• [Instructions for the task]: Check each line of the data, and copy those where "then" appears.

--------------------------------

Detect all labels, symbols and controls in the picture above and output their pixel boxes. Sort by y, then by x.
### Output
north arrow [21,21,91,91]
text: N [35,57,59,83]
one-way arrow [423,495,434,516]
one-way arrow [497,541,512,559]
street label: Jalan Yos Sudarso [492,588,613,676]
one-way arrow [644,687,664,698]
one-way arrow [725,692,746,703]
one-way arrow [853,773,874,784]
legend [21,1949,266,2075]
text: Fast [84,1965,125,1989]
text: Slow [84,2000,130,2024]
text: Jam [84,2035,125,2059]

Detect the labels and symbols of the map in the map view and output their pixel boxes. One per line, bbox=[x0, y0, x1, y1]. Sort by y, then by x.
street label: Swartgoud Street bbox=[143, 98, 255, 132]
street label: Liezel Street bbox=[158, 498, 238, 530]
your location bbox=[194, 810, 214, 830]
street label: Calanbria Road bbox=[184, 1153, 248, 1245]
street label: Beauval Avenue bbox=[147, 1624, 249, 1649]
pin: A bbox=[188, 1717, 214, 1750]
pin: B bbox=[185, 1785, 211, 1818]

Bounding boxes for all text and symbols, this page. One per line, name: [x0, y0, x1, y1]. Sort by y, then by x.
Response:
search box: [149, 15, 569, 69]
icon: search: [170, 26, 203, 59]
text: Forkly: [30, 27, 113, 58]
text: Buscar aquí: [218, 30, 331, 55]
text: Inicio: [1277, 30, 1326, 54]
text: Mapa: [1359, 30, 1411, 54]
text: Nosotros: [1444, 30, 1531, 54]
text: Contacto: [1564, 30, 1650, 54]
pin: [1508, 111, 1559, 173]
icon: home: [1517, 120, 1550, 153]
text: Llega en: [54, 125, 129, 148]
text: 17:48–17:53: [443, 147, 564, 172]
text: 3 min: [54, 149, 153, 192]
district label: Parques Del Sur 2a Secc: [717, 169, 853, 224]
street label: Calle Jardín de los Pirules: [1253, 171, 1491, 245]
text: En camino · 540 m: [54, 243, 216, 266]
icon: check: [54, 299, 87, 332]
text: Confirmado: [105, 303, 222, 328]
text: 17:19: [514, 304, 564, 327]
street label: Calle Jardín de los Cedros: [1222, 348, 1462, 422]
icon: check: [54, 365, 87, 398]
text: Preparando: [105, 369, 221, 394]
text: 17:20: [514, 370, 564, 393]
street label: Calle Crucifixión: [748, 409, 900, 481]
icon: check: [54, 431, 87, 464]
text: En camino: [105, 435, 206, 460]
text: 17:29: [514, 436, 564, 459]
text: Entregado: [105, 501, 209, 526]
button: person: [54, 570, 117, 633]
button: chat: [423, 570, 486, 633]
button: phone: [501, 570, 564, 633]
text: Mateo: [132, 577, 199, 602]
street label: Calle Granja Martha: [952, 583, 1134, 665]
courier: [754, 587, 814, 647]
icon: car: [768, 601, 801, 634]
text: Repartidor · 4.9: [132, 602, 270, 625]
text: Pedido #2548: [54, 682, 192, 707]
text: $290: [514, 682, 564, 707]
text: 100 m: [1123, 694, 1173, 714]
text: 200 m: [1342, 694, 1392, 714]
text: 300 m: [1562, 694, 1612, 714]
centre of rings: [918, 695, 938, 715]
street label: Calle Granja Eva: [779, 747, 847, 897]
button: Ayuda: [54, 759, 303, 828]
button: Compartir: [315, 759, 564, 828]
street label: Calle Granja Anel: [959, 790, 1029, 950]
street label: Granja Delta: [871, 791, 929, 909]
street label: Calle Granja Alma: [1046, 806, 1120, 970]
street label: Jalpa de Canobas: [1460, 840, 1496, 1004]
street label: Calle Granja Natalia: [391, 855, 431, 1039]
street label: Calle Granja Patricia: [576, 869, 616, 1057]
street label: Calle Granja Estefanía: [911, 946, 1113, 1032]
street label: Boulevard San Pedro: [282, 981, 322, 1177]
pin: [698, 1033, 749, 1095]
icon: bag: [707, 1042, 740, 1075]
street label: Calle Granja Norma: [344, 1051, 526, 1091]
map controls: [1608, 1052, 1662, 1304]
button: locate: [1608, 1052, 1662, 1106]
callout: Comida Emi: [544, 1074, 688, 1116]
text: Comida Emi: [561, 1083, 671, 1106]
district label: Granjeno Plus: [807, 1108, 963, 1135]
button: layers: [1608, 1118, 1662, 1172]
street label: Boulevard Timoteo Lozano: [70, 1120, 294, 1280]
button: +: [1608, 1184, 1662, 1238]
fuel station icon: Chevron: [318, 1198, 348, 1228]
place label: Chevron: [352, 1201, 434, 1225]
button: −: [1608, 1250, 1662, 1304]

--------------------------------

• [Response to the task]:
Detect all labels, symbols and controls in the picture above and output their pixel boxes. Sort by y, then by x.
Detect the labels and symbols of the map in the map view and output their pixel boxes. One per line, bbox=[x0, y0, x1, y1]. Sort by y, then by x.
Bounding boxes for all text and symbols, this page. One per line, name: [x0, y0, x1, y1]. Sort by y, then by x.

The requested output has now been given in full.